Dataset entries
________________
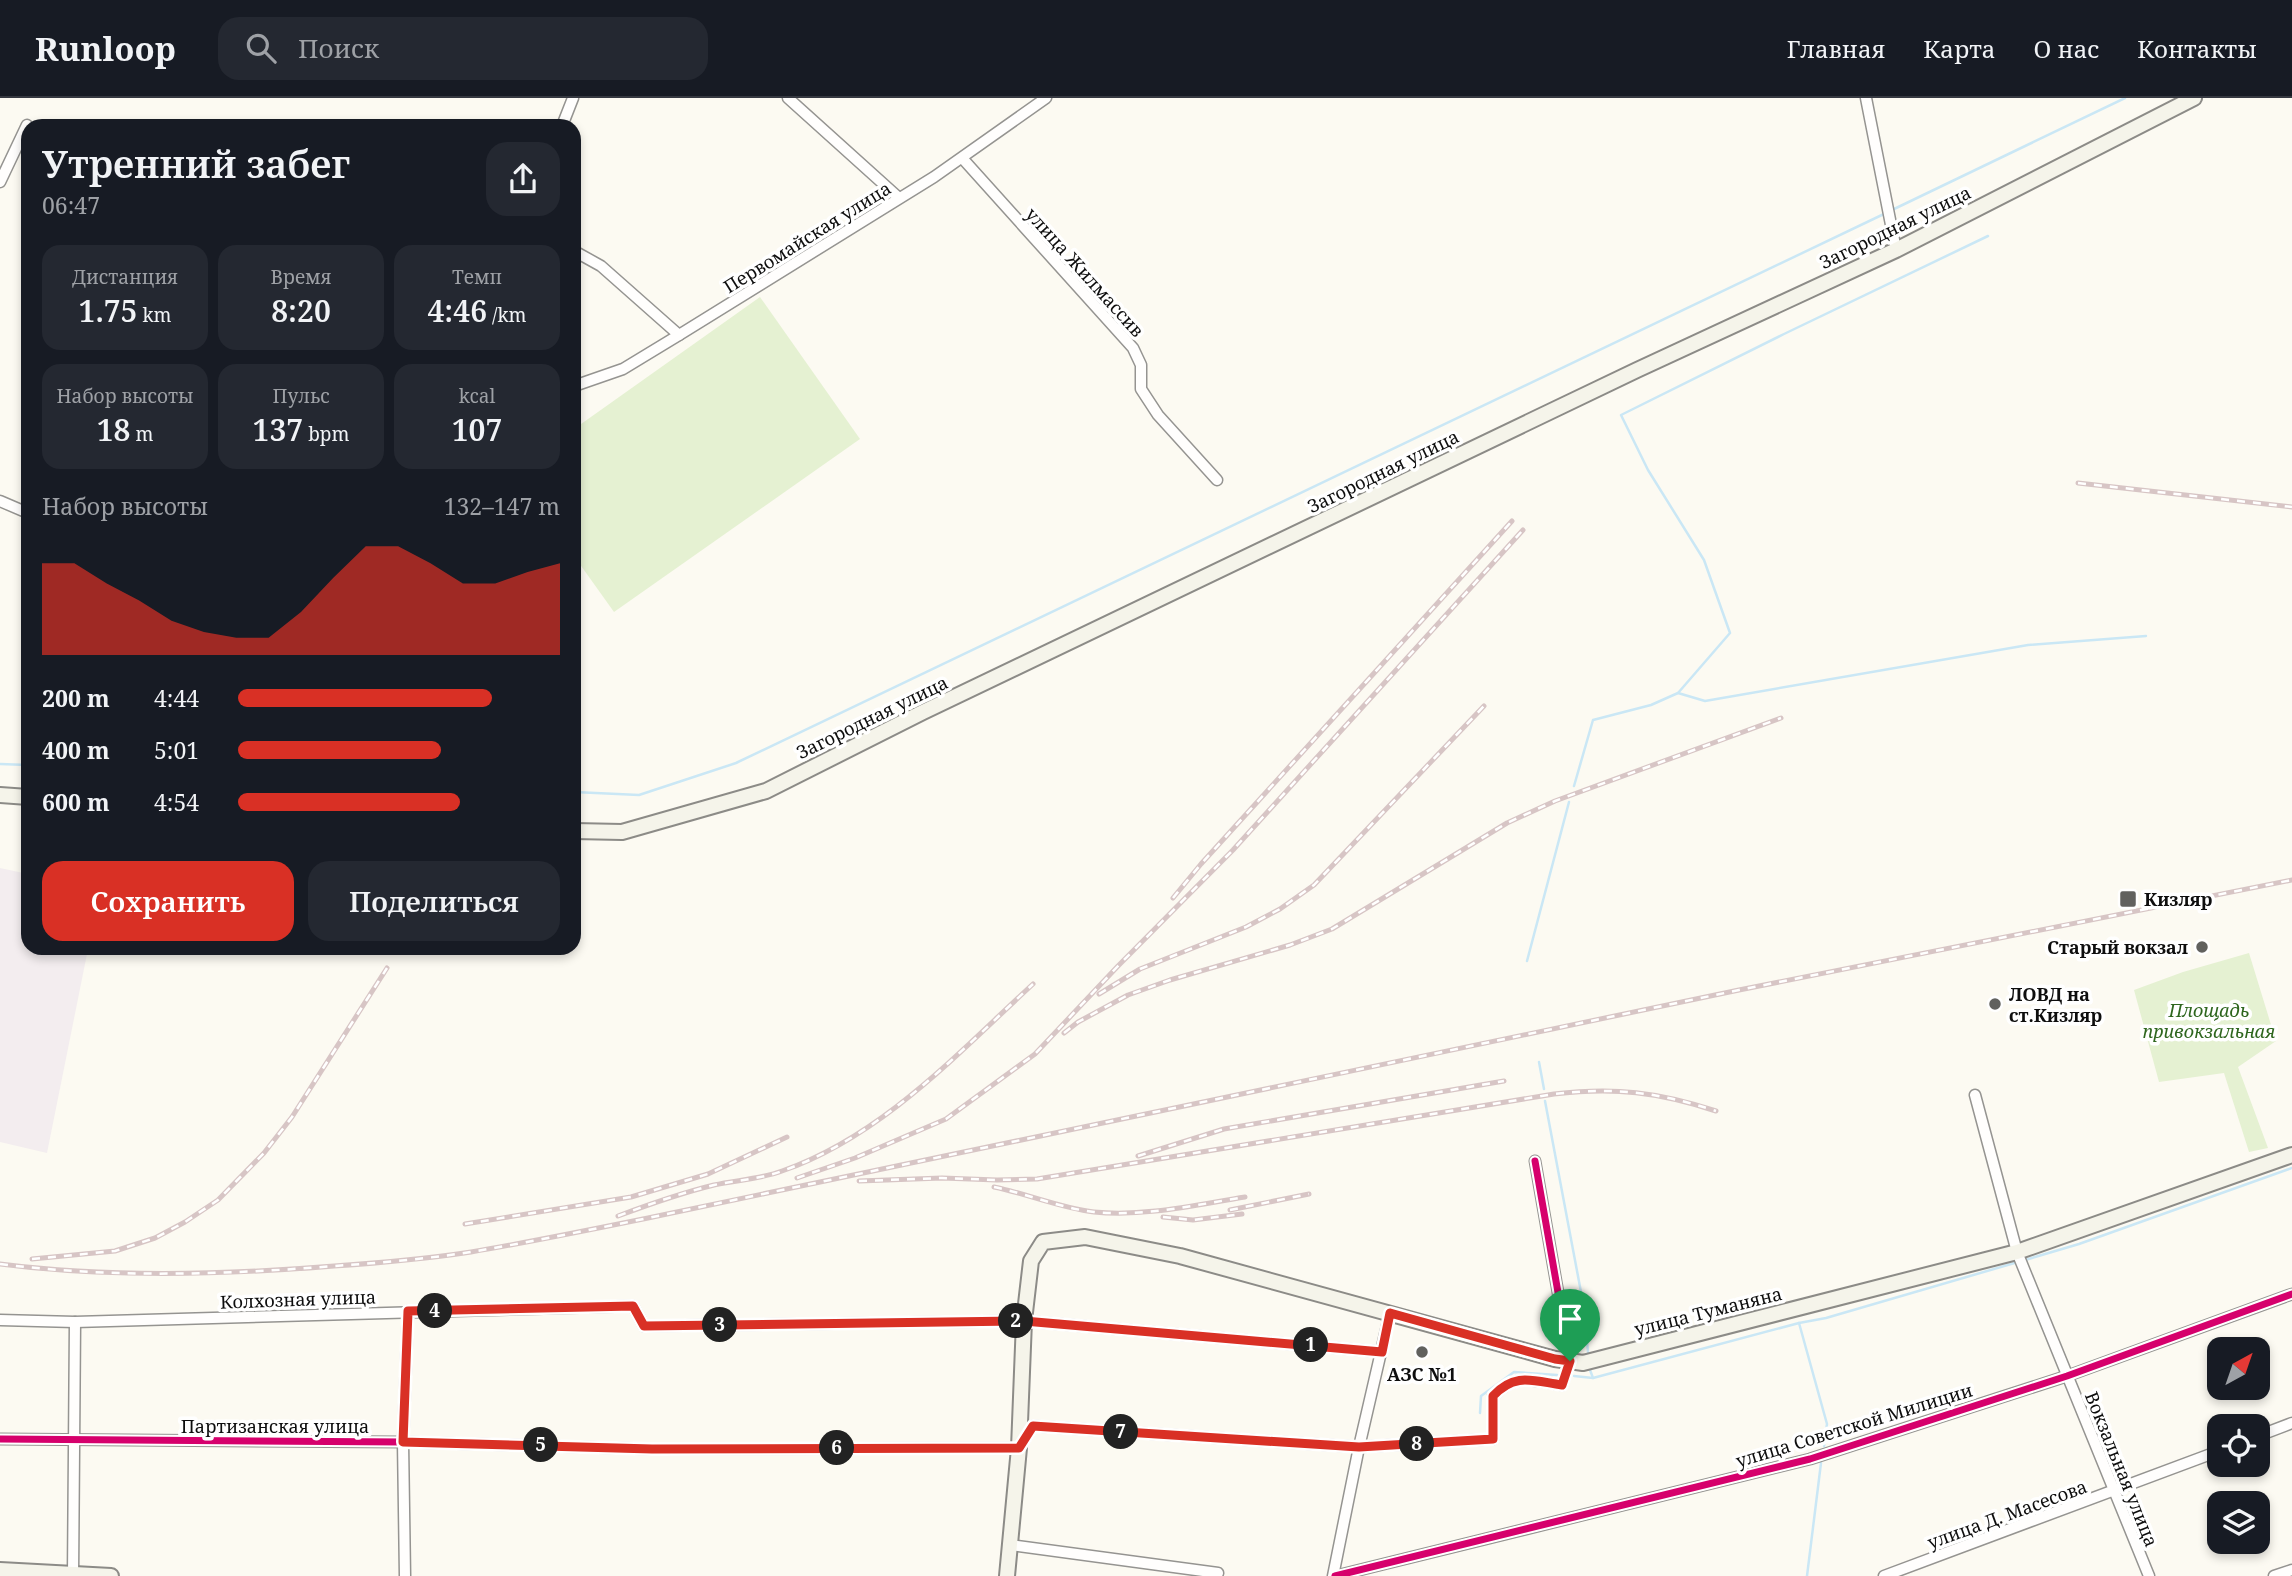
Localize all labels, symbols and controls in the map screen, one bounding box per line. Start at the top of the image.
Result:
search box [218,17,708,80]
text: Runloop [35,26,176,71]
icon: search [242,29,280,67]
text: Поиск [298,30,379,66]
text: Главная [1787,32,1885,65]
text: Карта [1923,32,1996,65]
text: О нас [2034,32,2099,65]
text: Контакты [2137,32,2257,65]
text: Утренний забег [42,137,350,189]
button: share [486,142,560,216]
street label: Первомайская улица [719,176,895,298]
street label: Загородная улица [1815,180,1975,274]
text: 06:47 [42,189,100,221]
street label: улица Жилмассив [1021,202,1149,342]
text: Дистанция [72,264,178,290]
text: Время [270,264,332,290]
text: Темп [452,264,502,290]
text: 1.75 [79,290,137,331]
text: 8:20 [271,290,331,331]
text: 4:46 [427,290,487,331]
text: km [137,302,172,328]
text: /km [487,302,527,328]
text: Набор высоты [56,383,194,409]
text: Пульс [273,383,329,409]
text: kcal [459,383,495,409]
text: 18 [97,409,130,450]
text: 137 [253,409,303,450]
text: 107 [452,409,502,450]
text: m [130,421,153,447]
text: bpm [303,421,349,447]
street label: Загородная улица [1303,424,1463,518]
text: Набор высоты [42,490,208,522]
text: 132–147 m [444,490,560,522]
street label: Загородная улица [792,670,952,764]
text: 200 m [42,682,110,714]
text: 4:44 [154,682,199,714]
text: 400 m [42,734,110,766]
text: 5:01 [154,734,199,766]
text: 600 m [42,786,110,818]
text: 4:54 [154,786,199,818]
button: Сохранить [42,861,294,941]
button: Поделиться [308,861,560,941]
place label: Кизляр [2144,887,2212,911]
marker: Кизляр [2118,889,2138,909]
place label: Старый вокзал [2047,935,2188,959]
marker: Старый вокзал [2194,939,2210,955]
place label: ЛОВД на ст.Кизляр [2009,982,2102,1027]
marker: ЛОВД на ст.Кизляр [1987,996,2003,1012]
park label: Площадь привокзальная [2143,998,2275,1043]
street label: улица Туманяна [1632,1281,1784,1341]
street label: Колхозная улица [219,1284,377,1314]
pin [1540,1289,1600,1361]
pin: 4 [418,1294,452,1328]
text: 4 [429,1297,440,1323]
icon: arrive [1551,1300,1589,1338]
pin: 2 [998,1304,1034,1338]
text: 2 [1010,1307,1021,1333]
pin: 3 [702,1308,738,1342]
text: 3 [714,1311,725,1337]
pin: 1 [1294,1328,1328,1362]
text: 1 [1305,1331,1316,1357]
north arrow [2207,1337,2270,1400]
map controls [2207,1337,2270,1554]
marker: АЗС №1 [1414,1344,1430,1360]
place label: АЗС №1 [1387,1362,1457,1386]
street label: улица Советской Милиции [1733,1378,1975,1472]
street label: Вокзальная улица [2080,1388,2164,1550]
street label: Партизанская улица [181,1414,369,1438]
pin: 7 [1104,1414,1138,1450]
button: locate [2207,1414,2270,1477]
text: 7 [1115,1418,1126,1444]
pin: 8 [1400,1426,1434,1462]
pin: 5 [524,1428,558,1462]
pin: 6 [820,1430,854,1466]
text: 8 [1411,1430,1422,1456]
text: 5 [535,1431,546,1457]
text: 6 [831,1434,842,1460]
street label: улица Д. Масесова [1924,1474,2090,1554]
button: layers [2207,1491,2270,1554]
________________
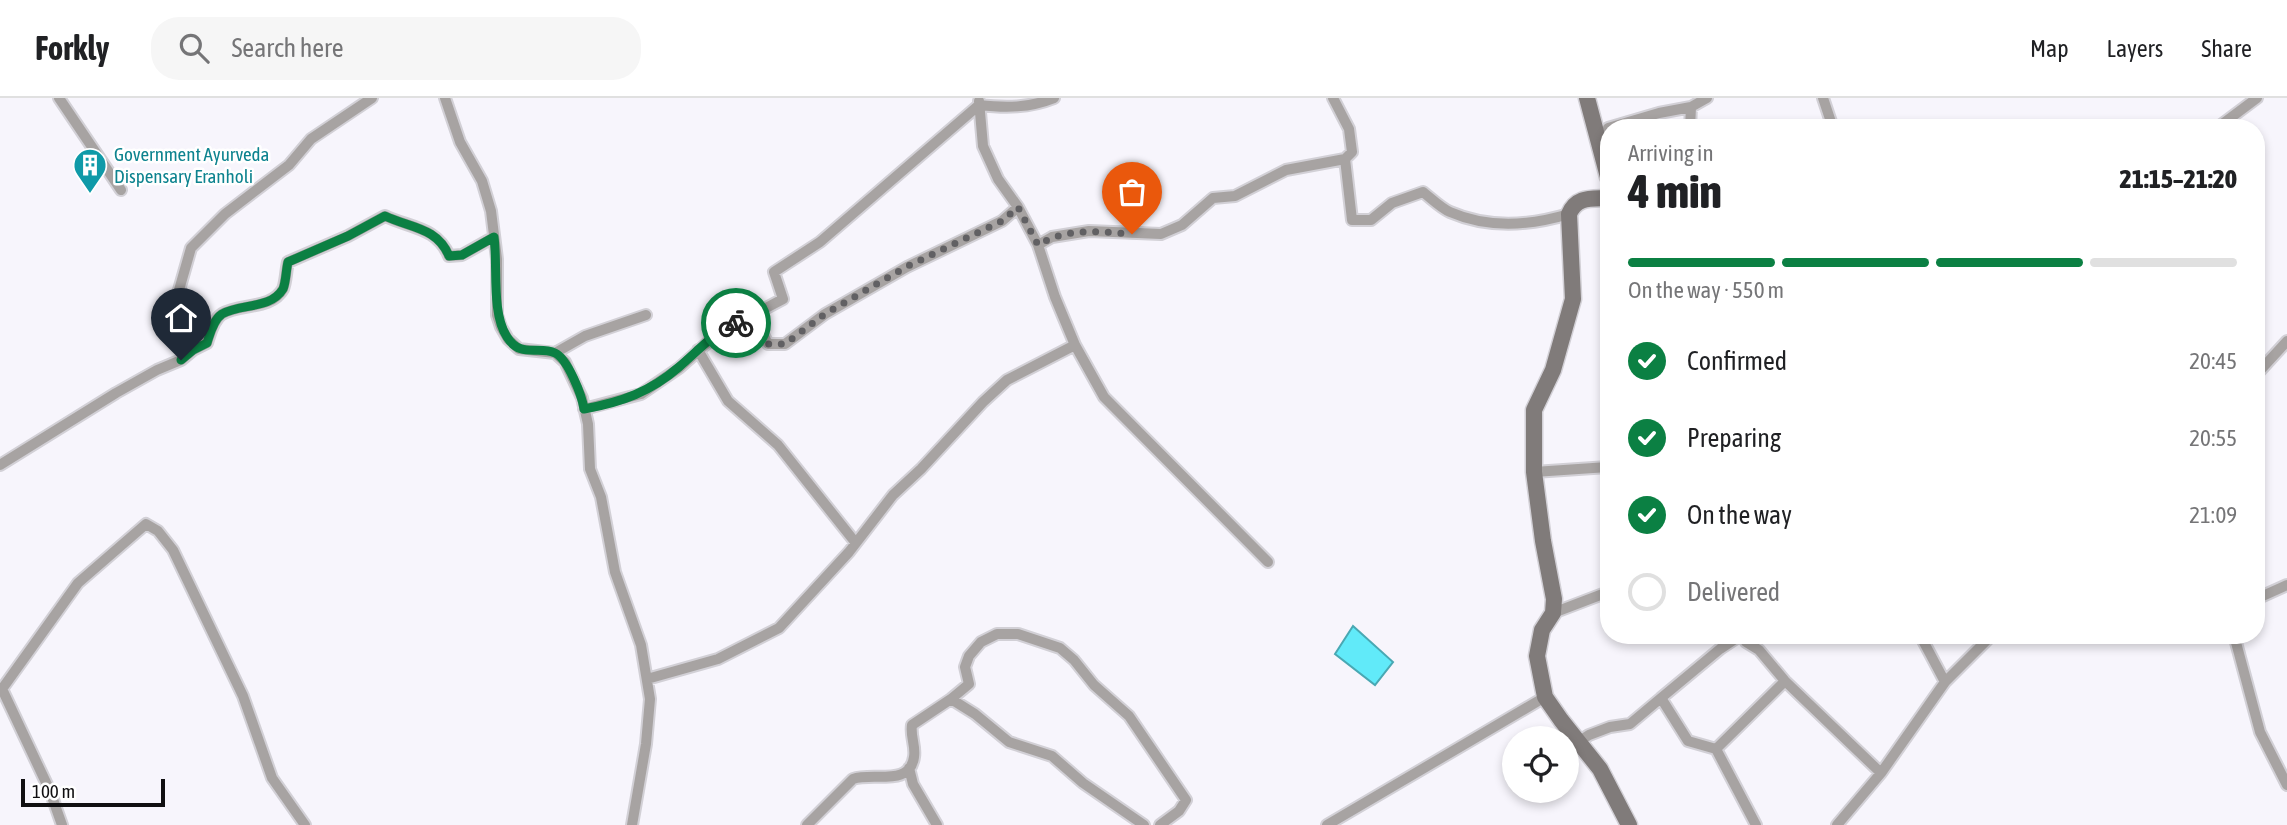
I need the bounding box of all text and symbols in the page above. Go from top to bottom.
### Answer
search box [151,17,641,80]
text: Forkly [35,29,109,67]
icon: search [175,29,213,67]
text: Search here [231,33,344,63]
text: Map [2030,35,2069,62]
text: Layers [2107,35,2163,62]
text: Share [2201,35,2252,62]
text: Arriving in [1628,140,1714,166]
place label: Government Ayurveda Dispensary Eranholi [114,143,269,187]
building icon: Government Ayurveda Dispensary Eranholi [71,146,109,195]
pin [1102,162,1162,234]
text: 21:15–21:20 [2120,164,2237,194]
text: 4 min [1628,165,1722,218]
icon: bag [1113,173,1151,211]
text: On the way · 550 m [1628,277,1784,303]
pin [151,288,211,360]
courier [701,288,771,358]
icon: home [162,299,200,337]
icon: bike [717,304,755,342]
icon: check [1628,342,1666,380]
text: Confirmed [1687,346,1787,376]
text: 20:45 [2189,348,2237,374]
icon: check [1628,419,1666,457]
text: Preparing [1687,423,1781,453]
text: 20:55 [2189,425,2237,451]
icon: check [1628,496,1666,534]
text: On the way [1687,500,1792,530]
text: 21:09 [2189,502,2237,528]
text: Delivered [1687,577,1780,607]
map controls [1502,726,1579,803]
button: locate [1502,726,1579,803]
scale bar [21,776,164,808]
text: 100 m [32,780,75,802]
________________
__PROMPT__: Look above for lines with the word "Набор" and copy them all.

__EXERCISE SOLUTION__:
text: Набор высоты [56,383,194,409]
text: Набор высоты [42,490,208,522]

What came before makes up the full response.